(1) The Daily Telegraph reports that the Oxford/AstraZeneca vaccine trial is now running into an unexpected snag.
At present a Phase 2 trial is underway with 10,000 volunteers, half of whom get the vaccine, the other half a placebo. The idea is to compare the infection rates between the two groups in order to find out whether the vaccine does indeed have protective value.
But currently infections in the UK are falling to the point that simply not enough people may get infected to be able to learn anything from the trial.
(As related here previously, an earlier vaccine for the original SARS, developed by Janssen Pharmaceutica, was never taken into production because the epidemic died out before human trials could be completed.)
According to the Telegraph, three Chinese groups are running into a similar problem with their respective vaccine candidates.
A “plan B” that nobody dares to suggest would be a “challenge trial”. Here, a smaller group of volunteers would agree to be deliberately infected with the virus 2-3 weeks after vaccination. (Here a placebo control group would presumably be unnecessary.) Healthcare workers dealing with COVID19 patients would be another option for a challenge trial, as these would already run plenty of risk of infection. (The cynical mind wonders about recruiting volunteers for a challenge trial among the ChiCom regime fanboys one encounters in academia and the media.)

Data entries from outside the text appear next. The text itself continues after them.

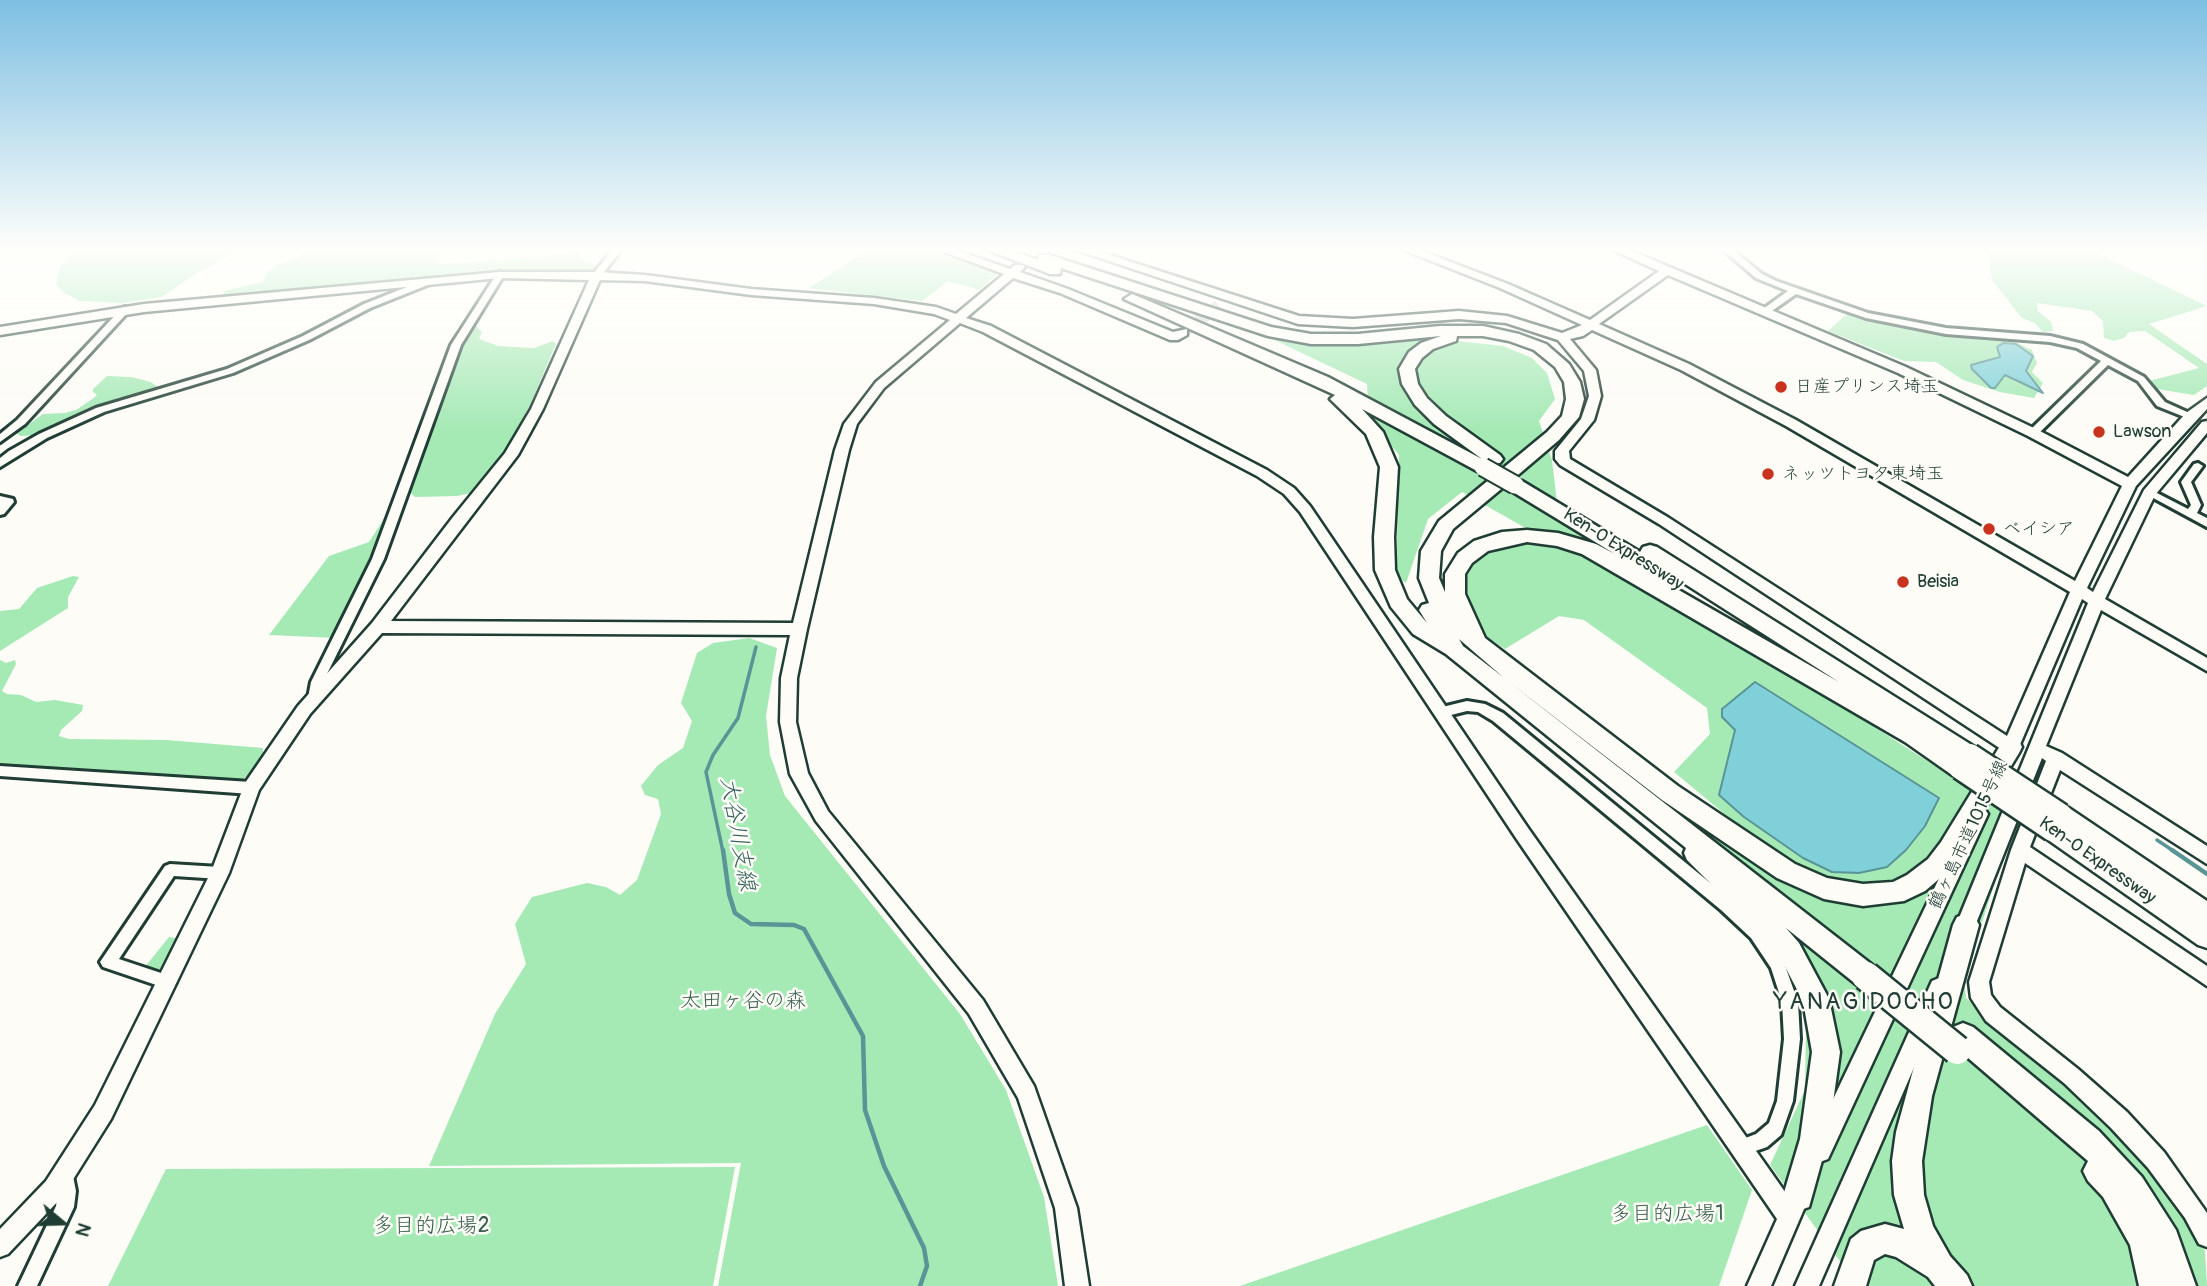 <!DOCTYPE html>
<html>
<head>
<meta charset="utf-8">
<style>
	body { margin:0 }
	#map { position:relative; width:2207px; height:1286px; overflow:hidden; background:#fdfcf7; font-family:Pangolin,sans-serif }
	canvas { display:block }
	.north { position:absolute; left:28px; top:1188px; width:70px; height:70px; -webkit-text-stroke:5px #fdfcf7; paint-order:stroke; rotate:109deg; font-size:19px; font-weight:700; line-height:28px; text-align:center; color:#1f3d34 }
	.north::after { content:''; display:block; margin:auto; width:24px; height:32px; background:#1f3d34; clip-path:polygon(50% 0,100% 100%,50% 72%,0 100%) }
</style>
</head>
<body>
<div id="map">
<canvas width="2207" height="1286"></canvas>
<div class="north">N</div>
</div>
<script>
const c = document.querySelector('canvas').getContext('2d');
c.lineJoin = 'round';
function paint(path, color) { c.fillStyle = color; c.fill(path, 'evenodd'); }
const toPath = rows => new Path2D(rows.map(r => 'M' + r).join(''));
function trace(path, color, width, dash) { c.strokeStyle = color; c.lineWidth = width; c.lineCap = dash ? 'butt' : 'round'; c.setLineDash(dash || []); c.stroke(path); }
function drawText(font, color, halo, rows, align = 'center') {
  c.font = font + ' Pangolin,"Klee One",sans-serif'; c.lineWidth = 5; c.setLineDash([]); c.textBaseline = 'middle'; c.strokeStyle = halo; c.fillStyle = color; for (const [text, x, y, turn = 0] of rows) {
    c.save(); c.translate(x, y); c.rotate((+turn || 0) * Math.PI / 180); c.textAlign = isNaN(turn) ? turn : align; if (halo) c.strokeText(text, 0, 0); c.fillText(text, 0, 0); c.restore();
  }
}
const green = toPath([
	[77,249,242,249,197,273,162,297,122,303,80,301,63,292,56,284,60,267],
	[312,249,442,249,435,261,443,264,543,257,579,249,582,252,578,256,583,261,598,265,593,274,545,274,222,296,225,291,263,282,267,273,276,265,292,261],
	[870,249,927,249,998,272,980,290,948,281,922,301,809,288],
	[1984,249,2088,249,2207,306,2149,324,2207,364,2207,386,2194,395,2157,389,2149,381,2199,368,2145,331,2129,332,2124,338,2114,341,2104,338,2103,321,2092,311,2037,303,2038,311,2051,322,2053,331,2043,332,2035,323,2022,318,1992,280,1989,258],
	[1848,313,1919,330,2013,341,2032,350,2037,363,2032,372,2043,383,2034,398,2000,392,1963,380,1936,362,1904,361,1828,331],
	[476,326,482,332,479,339,498,346,534,348,553,341,556,344,530,405,506,451,471,493,457,496,415,497,409,491,336,638,269,635,329,556,369,542,411,476,460,345,468,331],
	[1264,335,1419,337,1503,346,1532,358,1547,373,1555,399,1539,421,1552,460,1559,520,1577,532,1630,577,1767,658,2016,818,1964,977,1966,998,2094,1106,2144,1160,2176,1201,2205,1251,2207,1286,1858,1286,1770,1165,1805,1090,1806,1025,1795,976,1695,863,1733,821,1674,772,1710,734,1707,708,1584,620,1559,616,1505,649,1487,637,1463,604,1468,571,1484,551,1510,544,1546,543,1559,547,1462,492,1428,519,1406,583,1396,576,1399,455,1369,418,1367,384],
	[107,376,131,377,151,382,160,389,147,400,120,406,72,427,41,435,20,436,17,433,43,414,65,413,76,410,95,397,97,395,93,392,93,389],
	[73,576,79,577,68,597,68,608,0,651,0,611,19,609,37,588],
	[749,638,777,648,766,716,770,755,785,796,960,1014,1006,1090,1044,1197,1058,1286,718,1286,741,1163,429,1166,495,1014,526,964,515,924,532,897,587,883,606,887,620,895,637,880,661,814,658,799,645,795,641,786,658,765,683,748,692,721,681,703,697,653,713,643],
	[0,660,6,663,15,660,16,664,2,691,7,694,21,695,36,702,55,700,83,705,82,711,61,730,59,736,69,739,167,740,263,748,263,753,256,771,238,782,6,768,0,764],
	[169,937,180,939,165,968,156,973,144,968],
	[1707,1125,1752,1190,1719,1286,1240,1286],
	[735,1167,713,1286,108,1286,166,1169]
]);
const water = toPath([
	[2003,343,2016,344,2033,356,2026,371,2043,393,2005,375,1995,388,1991,388,1972,369,1971,365,2000,357,1997,347,2003,343],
	[1755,682,1939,798,1925,826,1906,850,1887,867,1859,873,1832,872,1803,858,1744,817,1719,795,1735,730,1722,717,1722,709,1755,682]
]);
const streamFar1 = toPath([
	[2157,840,2175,852],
	[723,852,706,772,713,755,738,718,756,647]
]);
const stream = toPath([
	[723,850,729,894,735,913,751,924,794,925,804,929,863,1036,865,1110,884,1166,924,1248,927,1266,920,1286],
	[2172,850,2207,874]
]);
const secondaryTunnel = toPath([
	[1019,267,1038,249],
	[1183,332,1219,306]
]);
const street = toPath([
	[613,249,622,249,600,277,594,277,594,273,613,249],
	[1722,249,1732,249,1762,274,1776,281,1868,313,1946,328,2050,336,2083,344,2144,377,2165,402,2196,416,2191,419,2187,418,2157,406,2138,381,2108,365,2037,435,2029,435,2029,431,2101,361,2077,348,2050,342,1946,334,1866,318,1796,294,1769,313,1763,313,1763,309,1788,291,1756,278,1722,249],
	[500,272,504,275,461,345,384,559,323,682,320,698,319,701,314,703,309,701,308,698,311,682,372,559,451,345,496,275,500,272],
	[427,279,431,282,430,284,370,308,309,340,233,373,104,412,47,438,0,467,0,458,9,451,39,434,96,408,227,369,303,336,364,304,427,279],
	[125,307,130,310,128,312,25,424,0,442,0,434,17,420,122,308,125,307],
	[2198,463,2203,466,2191,482,2201,505,2197,513,2207,518,2207,527,2144,493,2149,489,2153,491,2188,509,2191,505,2181,482,2194,464,2198,463],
	[0,496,13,499,14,502,4,514,0,515,0,496],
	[1467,701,1485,704,1503,713,1731,900,1761,928,1783,960,1798,1002,1800,1039,1793,1101,1781,1135,1767,1147,1741,1156,1735,1154,1733,1148,1735,1142,1756,1134,1769,1123,1777,1101,1784,1039,1782,1002,1771,968,1751,938,1721,910,1493,721,1478,712,1467,711,1443,717,1438,716,1437,712,1438,708,1467,701],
	[0,766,251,782,256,784,258,788,256,792,251,794,0,776,0,766],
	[170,864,220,867,225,869,227,873,225,877,220,879,174,876,119,959,173,977,176,982,173,987,168,989,103,967,100,962,165,866,170,864],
	[64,1167,70,1170,73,1176,76,1191,74,1207,37,1286,18,1286,56,1206,58,1191,55,1176,58,1170,64,1167]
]);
const secondary = toPath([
	[936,249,953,249,1010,269,1015,265,1023,265,1025,267,1020,272,1068,289,1173,332,1187,329,1187,335,1178,340,1170,340,1060,293,1013,278,966,318,991,326,1267,470,1294,488,1310,506,1528,828,1790,1199,1801,1201,1804,1209,1771,1286,1747,1286,1777,1219,1516,838,1300,512,1284,494,1257,476,983,332,960,323,884,388,857,424,849,450,807,629,797,678,796,722,808,773,828,811,983,1000,1034,1086,1077,1208,1089,1286,1065,1286,1055,1208,1018,1098,969,1014,816,821,790,774,780,722,781,678,790,635,382,633,310,714,259,790,229,873,111,1119,62,1197,8,1254,0,1257,0,1229,46,1181,95,1105,211,872,245,783,298,706,372,623,453,517,505,453,531,409,589,280,500,278,144,312,0,335,0,327,144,304,500,272,597,272,645,275,751,289,874,298,936,307,956,314,1004,274,936,249],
	[600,280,645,281,751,295,874,304,934,314,950,320,876,382,844,424,835,450,793,623,391,621,518,455,543,409,600,280],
	[1073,249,1091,249,1299,316,1353,319,1459,311,1507,316,1562,333,1582,325,1500,288,1401,249,1417,249,1508,284,1590,320,1659,271,1611,249,1627,249,1906,367,2038,430,2128,477,2186,413,2207,398,2207,409,2136,486,2087,588,2093,592,2144,490,2202,422,2207,421,2207,433,2155,495,2105,599,2207,658,2207,671,2101,610,2046,746,2062,753,2207,846,2207,864,2060,770,2030,847,2207,966,2207,986,2025,863,1989,982,1991,995,2000,1007,2078,1069,2127,1112,2164,1152,2207,1213,2207,1247,2199,1244,2185,1218,2148,1168,2111,1128,2064,1083,1986,1021,1971,998,1969,982,2011,850,2046,761,2042,758,1969,941,1962,944,1955,941,1952,935,2088,603,2082,599,2013,761,2007,763,2001,761,1998,756,2001,749,1659,524,1560,465,1555,459,1555,451,1581,419,1589,396,1584,371,1558,340,1506,323,1459,319,1353,327,1298,324,1073,249],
	[1668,275,1898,373,2028,436,2122,486,2075,581,1796,420,1689,364,1599,324,1668,275],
	[1592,330,1681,370,1786,426,2070,592,2007,736,1669,518,1570,459,1569,451,1594,420,1601,396,1596,370,1570,339,1583,336,1592,330],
	[1979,807,1985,809,1988,814,1828,1159,1820,1162,1812,1159,1809,1151,1812,1143,1970,814,1973,809,1979,807],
	[1939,978,1946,981,1949,987,1819,1286,1795,1286,1932,981,1939,978]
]);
const highway = toPath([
	[985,249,1008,249,1038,260,1039,255,1049,255,1271,327,1311,334,1358,334,1440,326,1483,326,1519,334,1546,344,1569,364,1580,382,1584,399,1579,417,1559,440,1512,480,1522,481,1640,552,1643,547,1650,545,1657,547,1978,749,1981,755,1978,761,1969,764,1971,768,1968,775,1960,777,1952,775,1905,742,1582,554,1557,546,1527,542,1488,551,1472,563,1465,574,1465,594,1485,638,1678,786,1795,864,1827,878,1863,884,1893,882,1907,875,1928,859,1941,842,2003,741,2011,738,2019,741,2022,747,2019,753,1946,873,1925,891,1904,901,1863,906,1824,899,1777,878,1662,800,1509,682,1875,967,1879,976,1875,985,1866,988,1857,985,1786,928,1799,943,1829,999,1840,1052,1828,1139,1809,1207,1798,1211,1787,1207,1783,1196,1800,1139,1812,1052,1803,1001,1781,959,1748,921,1687,860,1684,853,1686,848,1446,654,1413,634,1391,607,1375,570,1374,537,1380,467,1366,434,1330,399,1335,395,1124,299,1132,294,1137,296,1328,377,1482,459,1434,424,1415,405,1402,384,1399,369,1409,352,1421,343,1441,336,1358,344,1311,344,1268,336,1061,268,1060,274,1050,274,985,249],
	[1457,336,1483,336,1509,341,1534,350,1555,367,1564,382,1566,399,1562,416,1547,432,1439,521,1421,551,1419,578,1429,603,1422,605,1419,610,1427,623,1407,599,1395,570,1394,537,1398,467,1383,432,1362,409,1477,471,1489,471,1492,467,1490,464,1500,463,1503,459,1500,455,1446,416,1427,398,1418,384,1415,369,1422,358,1433,349,1456,341,1457,336],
	[1506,485,1508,489,1615,554,1596,544,1558,533,1527,530,1502,532,1474,541,1458,553,1445,574,1445,592,1439,578,1441,551,1453,529,1506,485],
	[1671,575,1839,682,1663,581,1671,575],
	[1459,639,1503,677,1463,646,1459,639],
	[2061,805,2069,808,2207,901,2207,948,2198,945,2044,837,2040,830,2044,823,2052,820,2049,815,2053,808,2061,805],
	[1966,914,1975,917,1979,925,1932,1096,1922,1161,1924,1195,1933,1226,1950,1256,1967,1275,1972,1286,1935,1286,1928,1277,1896,1257,1885,1254,1874,1260,1866,1286,1834,1286,1851,1239,1861,1231,1885,1224,1904,1229,1894,1195,1892,1161,1896,1132,1953,925,1957,917,1966,914],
	[1963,1023,1973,1027,2099,1131,2142,1177,2176,1230,2196,1286,2139,1286,2130,1245,2103,1197,2088,1181,2083,1171,2088,1161,1953,1045,1949,1036,1953,1027,1963,1023]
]);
const highwayBridgeFar2 = toPath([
	[1483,467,1515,485]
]);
const highwayBridgeFar1 = toPath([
	[1970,755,2061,815],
	[1960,768,2052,830]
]);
const highwayBridge = toPath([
	[1866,976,1957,1050]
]);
const markers = [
	[1781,387,7,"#c8321e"],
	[2099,432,7,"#c8321e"],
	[1768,474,7,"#c8321e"],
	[1989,529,7,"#c8321e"],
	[1903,582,7,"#c8321e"]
];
const poiNames = [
	["日産プリンス埼玉",1795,387],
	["Lawson",2113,432],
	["ネッツトヨタ東埼玉",1782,474],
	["ベイシア",2003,529],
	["Beisia",1917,582]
];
const streetNames = [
	["Ken-O Expressway",1623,550,32],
	["鶴ヶ島市道1015号線",1969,835,-65],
	["Ken-O Expressway",2097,861,35]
];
const nearParknames = [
	["太田ヶ谷の森",743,1002],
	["多目的広場1",1667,1215],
	["多目的広場2",431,1227]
];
const nearWaternames = [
	["大谷川支線",737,834,80]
];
const nearQuarternames = [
	["YANAGIDOCHO",1864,1003]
];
paint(green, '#a5e9b5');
paint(water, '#7fd0d8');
trace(water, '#599596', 2);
trace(streamFar1, '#599596', 3.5);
trace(stream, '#599596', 4.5);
trace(secondaryTunnel, '#d1d6d0', 12, [12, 6]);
trace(street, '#1f3d34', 6);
trace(secondary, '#1f3d34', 5);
trace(highway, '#1f3d34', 5);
paint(street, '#fdfcf7');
paint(secondary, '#fdfcf7');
paint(highway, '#fdfcf7');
trace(highwayBridgeFar2, '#1f3d34', 21, []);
trace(highwayBridgeFar1, '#1f3d34', 27, []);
trace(highwayBridge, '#1f3d34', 33, []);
trace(highwayBridgeFar2, '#fdfcf7', 17);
trace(highwayBridgeFar1, '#fdfcf7', 22);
trace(highwayBridge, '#fdfcf7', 28);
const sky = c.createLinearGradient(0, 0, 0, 430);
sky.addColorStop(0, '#7ebfe2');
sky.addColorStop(0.58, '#fefefb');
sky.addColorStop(1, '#fefefb00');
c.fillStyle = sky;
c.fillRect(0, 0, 2207, 430);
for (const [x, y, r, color] of markers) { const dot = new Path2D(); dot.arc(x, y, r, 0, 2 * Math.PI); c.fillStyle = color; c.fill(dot); trace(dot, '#fdfcf7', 2.5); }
drawText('18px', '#1f3d34', '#fdfcf7', poiNames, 'left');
drawText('18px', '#1f3d34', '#fdfcf7', streetNames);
drawText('21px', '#3a5f4e', '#fdfcf7', nearParknames);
drawText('italic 23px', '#37625d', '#fdfcf7', nearWaternames);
c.letterSpacing = '2px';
drawText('24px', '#1f3d34', '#fdfcf7', nearQuarternames);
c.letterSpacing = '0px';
</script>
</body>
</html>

The Telegraph also addresses earlier reports that rhesus monkeys subjected to a similar challenge trial did shed viral particles from their nose at similar rates as unvaccinated monkeys. Lead developer, Prof. Adrian Hill, however waves this away, as “the monkeys had been deliberately “overdosed” on coronavirus in order to test for safety.”
“We used a really high dose and these guys gave it not just into the lungs and the nose. They gave it into the mouth, and they gave it into the eyes. They gave a huge dose. I mean, seriously, it’s that level of basic.”
UPDATE: Dr. John Campbell on recent vaccine trials
(2) What’s the deal with “Phases” in clinical trials actually? According to ClinicalTrials.gov definitions are as follows
* Phase 0 (a.k.a. Early Phase 1): exploratory trials with microbuses to investigate how or whether a drug interacts with the body.
* Phase 1: safety testing. “They are usually conducted with healthy volunteers, and the goal is to determine the drug’s most frequent and serious adverse events and, often, how the drug is broken down and excreted by the body. These trials usually involve a small number of participants.”
* Phase 2: effectiveness testing. The drug is tested on people who have the condition/disease that it is meant to cure or mitigate. There is almost always a control arm comparable in size and composition: patients in the control arm may receive either a placebo or (where there is one) the current “drug of choice’. Any adverse effects are monitored.
If the drug is found to have a statistically significant ‘therapeutic advantage’, then testing proceeds to
* Phase 3: “A phase of research to describe clinical trials that gather more information about a drug’s safety and effectiveness by studying different populations and different dosages and by using the drug in combination with other drugs. These studies typically involve more participants.”
If the drug passes that stage and gets approved by the FDA and/or its foreign counterparts, it goes to market. Any post-approval studies may be labeled Phase 4.
What if you have an unproven drug that might save a dying patient’s life, and no better option is available? Then a ‘compassionate use exemption’ applies, provided the patient, a licensed physician, and the drug manufacturer are all willing to try this ‘Hail Mary pass’, since the patient is otherwise doomed anyway. A treatment protocol is to be submitted to the FDA. A less formal version is how our first COVID19 cure (“patient #19”) with remdesivir came about.
Now when testing a drug, elaborate and costly as it may be, at least you have a population of patients already sick. With a vaccine candidate you have additional complications.
* You give vaccines to lots of healthy people, and the first rule of the Hippocratic oath (or its Jewish counterpart, the Oath of Assaf the Physician) is primum non nocere/above all, do no harm.
* Normally, unless (see above) a challenge trial is set up, only a smaller or larger minority of vaccinated people will be exposed to the pathogen. That means that the sample sizes for phase 2 and 3 clinical trials need to be much larger than for a drug.
(3) Some links, you decide
* Michael Levitt, 2013 Nobel laureate in Chemistry, in an interview in the Daily Telegraph argues that lockdowns did not result in net saved lives and may indeed have had a net cost. I think he oversells his case, but let the man have his say and make up your own mind. https://www.telegraph.co.uk/news/2020/05/23/lockdown-saved-no-lives-may-have-cost-nobel-prize-winner-believes/
* an anecdotal data point: a woman who has been taking hydroxychloroquine for 19 years to mitigate her lupus now contracted COVID19 regardless, and predictably blames…
* hat-tip to Lissa Halley, a study tracing 455 contacts of an asymptomatic carrier (who was hospitalized for an unrelated chronic heart issue) revealed no infections among any contacts. I would like to see further confirmation, as zero infections out of 455 sounds almost too good to be true.